In the listing below, a line holding "Annotation task. Describe" and a line holding "Input: one rendered" mark the range. Retype both exactly, with all lines between them.
——————————
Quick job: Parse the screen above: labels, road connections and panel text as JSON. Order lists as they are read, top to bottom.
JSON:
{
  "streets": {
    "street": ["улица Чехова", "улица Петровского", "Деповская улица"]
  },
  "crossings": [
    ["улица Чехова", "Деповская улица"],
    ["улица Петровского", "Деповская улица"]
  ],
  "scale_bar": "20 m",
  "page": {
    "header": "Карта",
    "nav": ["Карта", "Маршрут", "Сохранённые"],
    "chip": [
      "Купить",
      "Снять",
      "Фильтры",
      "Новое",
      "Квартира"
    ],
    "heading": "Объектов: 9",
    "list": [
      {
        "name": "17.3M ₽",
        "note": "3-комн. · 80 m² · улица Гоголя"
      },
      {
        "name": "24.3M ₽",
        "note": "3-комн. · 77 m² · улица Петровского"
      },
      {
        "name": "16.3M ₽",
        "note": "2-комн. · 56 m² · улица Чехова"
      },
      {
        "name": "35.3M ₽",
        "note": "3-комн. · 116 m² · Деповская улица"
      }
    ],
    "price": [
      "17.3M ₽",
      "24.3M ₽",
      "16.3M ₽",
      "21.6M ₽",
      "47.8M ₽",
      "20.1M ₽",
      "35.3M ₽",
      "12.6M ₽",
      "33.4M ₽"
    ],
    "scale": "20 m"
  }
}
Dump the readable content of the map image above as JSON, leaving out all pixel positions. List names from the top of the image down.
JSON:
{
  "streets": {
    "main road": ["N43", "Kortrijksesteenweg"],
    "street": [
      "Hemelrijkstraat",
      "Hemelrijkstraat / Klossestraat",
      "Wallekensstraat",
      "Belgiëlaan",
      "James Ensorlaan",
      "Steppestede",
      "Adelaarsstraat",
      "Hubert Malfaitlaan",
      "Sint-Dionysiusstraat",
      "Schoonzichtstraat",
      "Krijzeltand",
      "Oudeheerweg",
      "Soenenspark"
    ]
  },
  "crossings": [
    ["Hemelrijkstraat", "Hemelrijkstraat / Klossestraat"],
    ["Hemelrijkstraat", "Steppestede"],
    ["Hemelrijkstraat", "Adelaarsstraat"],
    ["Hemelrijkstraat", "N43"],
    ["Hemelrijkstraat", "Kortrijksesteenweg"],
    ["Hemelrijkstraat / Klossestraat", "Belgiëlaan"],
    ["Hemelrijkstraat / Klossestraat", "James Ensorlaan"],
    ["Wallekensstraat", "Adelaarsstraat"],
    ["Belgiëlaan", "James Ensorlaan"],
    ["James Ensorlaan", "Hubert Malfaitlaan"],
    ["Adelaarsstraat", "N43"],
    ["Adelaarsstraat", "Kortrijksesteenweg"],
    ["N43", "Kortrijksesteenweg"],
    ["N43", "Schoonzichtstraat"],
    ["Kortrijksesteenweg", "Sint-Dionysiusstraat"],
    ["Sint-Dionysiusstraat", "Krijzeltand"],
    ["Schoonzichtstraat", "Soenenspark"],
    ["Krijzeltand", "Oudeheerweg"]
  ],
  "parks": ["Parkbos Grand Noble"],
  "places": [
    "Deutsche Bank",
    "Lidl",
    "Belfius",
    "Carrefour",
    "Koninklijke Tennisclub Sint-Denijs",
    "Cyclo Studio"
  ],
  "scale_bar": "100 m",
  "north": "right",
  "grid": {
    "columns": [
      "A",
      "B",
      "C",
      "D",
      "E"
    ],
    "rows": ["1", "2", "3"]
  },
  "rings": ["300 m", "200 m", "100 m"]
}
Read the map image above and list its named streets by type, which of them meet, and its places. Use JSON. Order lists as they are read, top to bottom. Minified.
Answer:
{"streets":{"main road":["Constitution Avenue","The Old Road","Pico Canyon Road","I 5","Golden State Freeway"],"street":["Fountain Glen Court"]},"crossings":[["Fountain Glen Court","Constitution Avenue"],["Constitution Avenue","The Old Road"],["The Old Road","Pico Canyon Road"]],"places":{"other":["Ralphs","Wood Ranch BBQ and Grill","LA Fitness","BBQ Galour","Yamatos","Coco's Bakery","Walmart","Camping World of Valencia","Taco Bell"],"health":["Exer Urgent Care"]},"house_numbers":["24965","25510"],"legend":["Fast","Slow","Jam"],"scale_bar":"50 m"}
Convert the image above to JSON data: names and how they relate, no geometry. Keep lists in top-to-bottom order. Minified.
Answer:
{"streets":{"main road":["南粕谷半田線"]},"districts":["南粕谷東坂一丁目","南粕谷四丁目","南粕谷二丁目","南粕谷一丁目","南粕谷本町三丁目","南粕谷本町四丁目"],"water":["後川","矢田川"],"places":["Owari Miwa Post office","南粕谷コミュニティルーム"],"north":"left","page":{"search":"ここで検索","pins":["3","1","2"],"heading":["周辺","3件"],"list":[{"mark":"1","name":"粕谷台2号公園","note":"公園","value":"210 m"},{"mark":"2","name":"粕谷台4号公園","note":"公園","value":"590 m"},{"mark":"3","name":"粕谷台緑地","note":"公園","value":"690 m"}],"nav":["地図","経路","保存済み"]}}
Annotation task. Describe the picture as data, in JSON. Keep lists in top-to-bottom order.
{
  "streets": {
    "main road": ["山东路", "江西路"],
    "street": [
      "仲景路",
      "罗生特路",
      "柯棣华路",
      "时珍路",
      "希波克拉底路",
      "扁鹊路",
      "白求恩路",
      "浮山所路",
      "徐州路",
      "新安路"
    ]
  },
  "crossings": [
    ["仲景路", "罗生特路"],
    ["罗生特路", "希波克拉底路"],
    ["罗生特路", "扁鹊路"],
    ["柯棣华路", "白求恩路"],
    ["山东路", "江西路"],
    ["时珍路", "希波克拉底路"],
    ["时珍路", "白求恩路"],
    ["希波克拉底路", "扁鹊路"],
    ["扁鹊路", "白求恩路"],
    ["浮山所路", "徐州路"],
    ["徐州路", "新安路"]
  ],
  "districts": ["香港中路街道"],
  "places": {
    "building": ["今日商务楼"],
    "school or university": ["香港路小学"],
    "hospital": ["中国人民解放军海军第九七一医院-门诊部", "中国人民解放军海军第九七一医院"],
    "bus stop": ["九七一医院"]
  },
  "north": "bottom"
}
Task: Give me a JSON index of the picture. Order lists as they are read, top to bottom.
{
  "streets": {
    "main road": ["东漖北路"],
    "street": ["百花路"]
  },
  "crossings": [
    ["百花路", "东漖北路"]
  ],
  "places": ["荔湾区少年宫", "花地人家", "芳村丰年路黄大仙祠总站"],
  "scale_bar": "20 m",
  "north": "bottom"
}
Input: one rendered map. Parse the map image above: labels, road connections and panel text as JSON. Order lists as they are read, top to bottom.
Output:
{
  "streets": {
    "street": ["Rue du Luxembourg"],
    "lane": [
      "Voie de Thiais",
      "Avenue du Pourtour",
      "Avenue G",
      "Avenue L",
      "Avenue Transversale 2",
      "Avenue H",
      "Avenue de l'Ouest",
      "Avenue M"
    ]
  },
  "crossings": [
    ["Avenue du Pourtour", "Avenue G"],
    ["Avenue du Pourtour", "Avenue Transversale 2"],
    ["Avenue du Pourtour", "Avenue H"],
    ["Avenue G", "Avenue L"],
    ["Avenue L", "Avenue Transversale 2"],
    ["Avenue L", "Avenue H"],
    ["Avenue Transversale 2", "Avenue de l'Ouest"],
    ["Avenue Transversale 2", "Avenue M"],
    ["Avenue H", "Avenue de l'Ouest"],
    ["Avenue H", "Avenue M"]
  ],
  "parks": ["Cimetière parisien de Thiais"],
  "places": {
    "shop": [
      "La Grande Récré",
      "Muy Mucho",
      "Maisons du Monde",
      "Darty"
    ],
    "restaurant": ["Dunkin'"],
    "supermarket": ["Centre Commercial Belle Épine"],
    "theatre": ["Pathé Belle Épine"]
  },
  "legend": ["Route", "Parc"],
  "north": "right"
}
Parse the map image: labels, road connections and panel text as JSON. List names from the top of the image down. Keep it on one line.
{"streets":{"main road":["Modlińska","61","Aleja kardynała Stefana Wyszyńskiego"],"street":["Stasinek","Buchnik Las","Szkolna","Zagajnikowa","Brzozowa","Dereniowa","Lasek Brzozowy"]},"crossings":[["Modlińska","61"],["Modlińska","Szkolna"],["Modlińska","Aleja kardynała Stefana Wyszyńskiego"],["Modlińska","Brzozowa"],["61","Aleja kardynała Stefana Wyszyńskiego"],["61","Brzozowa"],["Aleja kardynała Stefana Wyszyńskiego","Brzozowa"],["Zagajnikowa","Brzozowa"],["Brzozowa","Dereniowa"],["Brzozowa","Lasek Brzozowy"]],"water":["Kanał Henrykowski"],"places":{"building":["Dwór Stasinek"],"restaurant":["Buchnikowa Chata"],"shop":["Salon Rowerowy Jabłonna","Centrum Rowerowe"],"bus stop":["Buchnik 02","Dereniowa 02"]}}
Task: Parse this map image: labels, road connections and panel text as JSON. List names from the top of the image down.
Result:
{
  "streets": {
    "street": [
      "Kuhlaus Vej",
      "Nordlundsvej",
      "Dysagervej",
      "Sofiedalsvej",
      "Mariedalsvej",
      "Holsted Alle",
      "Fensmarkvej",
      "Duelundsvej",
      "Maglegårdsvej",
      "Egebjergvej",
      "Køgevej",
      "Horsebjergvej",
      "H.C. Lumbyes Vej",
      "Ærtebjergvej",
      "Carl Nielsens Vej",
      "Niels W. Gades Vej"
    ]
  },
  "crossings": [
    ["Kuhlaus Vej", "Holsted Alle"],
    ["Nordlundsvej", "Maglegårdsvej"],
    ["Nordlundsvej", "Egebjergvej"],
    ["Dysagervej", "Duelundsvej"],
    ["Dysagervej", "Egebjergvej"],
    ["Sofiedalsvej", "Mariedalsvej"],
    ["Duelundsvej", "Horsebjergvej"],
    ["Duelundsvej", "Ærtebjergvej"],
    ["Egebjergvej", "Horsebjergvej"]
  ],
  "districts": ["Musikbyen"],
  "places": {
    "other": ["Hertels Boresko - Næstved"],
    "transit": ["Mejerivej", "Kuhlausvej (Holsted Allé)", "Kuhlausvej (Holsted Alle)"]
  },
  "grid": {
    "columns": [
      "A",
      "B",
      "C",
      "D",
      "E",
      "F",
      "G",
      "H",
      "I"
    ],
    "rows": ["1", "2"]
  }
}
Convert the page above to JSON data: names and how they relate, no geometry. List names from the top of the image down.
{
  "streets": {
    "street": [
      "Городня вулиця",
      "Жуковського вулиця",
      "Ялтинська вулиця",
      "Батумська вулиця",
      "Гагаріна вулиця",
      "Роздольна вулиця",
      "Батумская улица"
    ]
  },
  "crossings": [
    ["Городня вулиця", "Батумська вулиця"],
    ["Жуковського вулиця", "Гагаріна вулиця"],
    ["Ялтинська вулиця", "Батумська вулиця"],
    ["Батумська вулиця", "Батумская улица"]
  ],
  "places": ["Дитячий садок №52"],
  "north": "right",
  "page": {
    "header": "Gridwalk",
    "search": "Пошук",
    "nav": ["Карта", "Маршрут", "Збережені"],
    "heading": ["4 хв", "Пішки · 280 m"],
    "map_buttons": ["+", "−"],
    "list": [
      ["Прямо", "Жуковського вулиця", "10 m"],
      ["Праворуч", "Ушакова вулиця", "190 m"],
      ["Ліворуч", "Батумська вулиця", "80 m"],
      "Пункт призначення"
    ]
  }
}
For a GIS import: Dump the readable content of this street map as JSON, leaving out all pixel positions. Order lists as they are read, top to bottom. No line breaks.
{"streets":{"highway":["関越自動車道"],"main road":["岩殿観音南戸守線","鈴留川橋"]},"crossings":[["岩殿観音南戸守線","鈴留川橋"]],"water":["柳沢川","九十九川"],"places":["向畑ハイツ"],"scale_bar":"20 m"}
——————————
Answer space →
Annotation task. Describe the picture as data, in JSON. Keep lists in top-to-bottom order.
{
  "streets": {
    "main road": ["山东路", "江西路"],
    "street": [
      "仲景路",
      "罗生特路",
      "柯棣华路",
      "时珍路",
      "希波克拉底路",
      "扁鹊路",
      "白求恩路",
      "浮山所路",
      "徐州路",
      "新安路"
    ]
  },
  "crossings": [
    ["仲景路", "罗生特路"],
    ["罗生特路", "希波克拉底路"],
    ["罗生特路", "扁鹊路"],
    ["柯棣华路", "白求恩路"],
    ["山东路", "江西路"],
    ["时珍路", "希波克拉底路"],
    ["时珍路", "白求恩路"],
    ["希波克拉底路", "扁鹊路"],
    ["扁鹊路", "白求恩路"],
    ["浮山所路", "徐州路"],
    ["徐州路", "新安路"]
  ],
  "districts": ["香港中路街道"],
  "places": {
    "building": ["今日商务楼"],
    "school or university": ["香港路小学"],
    "hospital": ["中国人民解放军海军第九七一医院-门诊部", "中国人民解放军海军第九七一医院"],
    "bus stop": ["九七一医院"]
  },
  "north": "bottom"
}
Task: Give me a JSON index of the picture. Order lists as they are read, top to bottom.
{
  "streets": {
    "main road": ["东漖北路"],
    "street": ["百花路"]
  },
  "crossings": [
    ["百花路", "东漖北路"]
  ],
  "places": ["荔湾区少年宫", "花地人家", "芳村丰年路黄大仙祠总站"],
  "scale_bar": "20 m",
  "north": "bottom"
}
Input: one rendered map. Parse the map image above: labels, road connections and panel text as JSON. Order lists as they are read, top to bottom.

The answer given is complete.